--- START ---

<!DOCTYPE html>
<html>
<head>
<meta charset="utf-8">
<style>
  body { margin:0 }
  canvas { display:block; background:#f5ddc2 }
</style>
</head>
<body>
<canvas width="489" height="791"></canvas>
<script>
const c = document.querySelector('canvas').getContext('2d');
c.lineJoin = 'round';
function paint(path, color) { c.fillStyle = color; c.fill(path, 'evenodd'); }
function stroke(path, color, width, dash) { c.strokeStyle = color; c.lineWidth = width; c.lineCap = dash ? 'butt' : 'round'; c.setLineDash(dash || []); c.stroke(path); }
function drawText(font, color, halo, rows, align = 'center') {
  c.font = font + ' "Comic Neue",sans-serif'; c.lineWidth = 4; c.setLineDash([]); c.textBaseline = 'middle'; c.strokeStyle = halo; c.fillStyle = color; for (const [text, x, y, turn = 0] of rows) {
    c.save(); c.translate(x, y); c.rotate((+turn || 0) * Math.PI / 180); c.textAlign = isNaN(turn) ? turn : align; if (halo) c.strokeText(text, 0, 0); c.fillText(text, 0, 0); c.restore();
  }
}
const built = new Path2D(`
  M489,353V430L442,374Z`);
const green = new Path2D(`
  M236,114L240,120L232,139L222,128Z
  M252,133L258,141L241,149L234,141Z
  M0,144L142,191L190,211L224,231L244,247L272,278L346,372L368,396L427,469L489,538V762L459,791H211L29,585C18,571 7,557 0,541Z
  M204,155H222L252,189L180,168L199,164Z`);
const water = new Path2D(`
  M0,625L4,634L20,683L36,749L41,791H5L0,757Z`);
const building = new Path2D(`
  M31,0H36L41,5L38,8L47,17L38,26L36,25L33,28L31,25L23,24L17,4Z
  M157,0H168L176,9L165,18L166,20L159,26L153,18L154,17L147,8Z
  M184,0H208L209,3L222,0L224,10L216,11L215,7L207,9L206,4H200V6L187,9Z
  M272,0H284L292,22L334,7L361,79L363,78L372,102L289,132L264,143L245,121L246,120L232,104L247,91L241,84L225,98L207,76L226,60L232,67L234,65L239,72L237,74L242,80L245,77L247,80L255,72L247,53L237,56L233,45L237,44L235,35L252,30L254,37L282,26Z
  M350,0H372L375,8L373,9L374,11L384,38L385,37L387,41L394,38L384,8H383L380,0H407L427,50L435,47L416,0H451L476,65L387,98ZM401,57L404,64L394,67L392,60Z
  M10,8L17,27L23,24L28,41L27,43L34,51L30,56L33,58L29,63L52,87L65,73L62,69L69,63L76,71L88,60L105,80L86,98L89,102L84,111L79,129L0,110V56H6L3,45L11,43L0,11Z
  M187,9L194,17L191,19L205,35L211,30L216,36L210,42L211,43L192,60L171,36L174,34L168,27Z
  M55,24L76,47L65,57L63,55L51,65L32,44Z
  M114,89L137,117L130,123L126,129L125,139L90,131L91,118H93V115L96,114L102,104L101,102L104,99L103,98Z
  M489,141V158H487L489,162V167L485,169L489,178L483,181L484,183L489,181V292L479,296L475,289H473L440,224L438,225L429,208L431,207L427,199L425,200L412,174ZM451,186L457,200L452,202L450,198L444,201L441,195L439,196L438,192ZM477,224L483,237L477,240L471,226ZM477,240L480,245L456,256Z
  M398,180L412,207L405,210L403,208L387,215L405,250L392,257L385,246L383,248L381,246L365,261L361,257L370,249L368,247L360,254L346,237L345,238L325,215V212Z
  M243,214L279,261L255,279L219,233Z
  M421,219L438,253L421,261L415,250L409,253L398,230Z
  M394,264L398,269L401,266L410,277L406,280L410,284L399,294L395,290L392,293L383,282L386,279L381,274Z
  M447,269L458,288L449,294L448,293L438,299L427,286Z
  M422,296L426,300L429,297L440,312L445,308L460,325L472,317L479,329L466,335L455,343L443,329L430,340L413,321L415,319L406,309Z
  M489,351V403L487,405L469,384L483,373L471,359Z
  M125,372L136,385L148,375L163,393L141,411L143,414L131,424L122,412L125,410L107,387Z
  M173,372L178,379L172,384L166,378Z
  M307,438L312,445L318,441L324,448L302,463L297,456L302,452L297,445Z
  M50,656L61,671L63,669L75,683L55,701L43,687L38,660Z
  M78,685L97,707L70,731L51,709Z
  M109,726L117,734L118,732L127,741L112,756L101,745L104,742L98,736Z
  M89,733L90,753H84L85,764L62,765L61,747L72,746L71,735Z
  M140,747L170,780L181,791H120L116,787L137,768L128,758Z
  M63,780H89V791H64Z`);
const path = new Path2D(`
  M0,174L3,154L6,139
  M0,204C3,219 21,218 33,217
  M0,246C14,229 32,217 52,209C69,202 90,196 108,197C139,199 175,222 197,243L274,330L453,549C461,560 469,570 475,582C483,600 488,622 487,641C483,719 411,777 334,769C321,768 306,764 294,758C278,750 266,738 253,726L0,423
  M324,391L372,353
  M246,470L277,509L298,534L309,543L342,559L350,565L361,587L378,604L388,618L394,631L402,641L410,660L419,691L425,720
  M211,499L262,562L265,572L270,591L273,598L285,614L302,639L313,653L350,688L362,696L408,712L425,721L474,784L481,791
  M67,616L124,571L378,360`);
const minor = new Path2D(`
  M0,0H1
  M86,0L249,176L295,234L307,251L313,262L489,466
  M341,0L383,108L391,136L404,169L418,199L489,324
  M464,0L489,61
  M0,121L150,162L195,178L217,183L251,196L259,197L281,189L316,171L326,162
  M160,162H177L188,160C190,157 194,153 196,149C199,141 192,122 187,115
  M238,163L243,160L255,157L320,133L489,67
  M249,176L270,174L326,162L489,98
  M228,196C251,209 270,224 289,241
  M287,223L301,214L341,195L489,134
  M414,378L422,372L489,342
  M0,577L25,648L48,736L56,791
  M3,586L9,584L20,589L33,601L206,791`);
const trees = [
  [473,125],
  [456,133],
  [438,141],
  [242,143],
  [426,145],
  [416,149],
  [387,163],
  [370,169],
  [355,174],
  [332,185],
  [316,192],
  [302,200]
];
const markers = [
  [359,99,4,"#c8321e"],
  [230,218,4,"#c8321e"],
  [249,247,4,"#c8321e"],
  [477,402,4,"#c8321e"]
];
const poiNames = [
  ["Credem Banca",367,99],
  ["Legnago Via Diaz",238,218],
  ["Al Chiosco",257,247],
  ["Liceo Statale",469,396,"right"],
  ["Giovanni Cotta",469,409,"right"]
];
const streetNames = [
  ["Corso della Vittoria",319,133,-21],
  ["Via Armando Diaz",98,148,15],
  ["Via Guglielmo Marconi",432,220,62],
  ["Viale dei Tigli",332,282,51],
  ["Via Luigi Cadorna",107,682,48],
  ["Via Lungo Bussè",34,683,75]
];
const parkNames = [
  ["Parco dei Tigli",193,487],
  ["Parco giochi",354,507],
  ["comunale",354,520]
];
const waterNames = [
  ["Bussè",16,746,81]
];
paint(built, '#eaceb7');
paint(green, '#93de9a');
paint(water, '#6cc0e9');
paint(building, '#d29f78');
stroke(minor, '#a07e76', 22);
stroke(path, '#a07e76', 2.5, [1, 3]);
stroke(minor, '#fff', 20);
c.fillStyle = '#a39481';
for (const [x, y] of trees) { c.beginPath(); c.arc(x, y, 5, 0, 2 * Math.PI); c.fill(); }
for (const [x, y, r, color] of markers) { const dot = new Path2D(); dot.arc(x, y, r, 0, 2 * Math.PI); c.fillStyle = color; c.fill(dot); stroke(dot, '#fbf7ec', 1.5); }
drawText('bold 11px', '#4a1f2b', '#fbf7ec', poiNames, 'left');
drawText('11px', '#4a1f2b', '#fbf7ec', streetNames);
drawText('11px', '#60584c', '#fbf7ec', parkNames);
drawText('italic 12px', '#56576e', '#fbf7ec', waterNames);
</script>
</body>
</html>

--- END ---

= What needs to be done =
Lines that include the word "font" are to be extracted from the data above.

= Completed exercise =
function drawText(font, color, halo, rows, align = 'center') {
  c.font = font + ' "Comic Neue",sans-serif'; c.lineWidth = 4; c.setLineDash([]); c.textBaseline = 'middle'; c.strokeStyle = halo; c.fillStyle = color; for (const [text, x, y, turn = 0] of rows) {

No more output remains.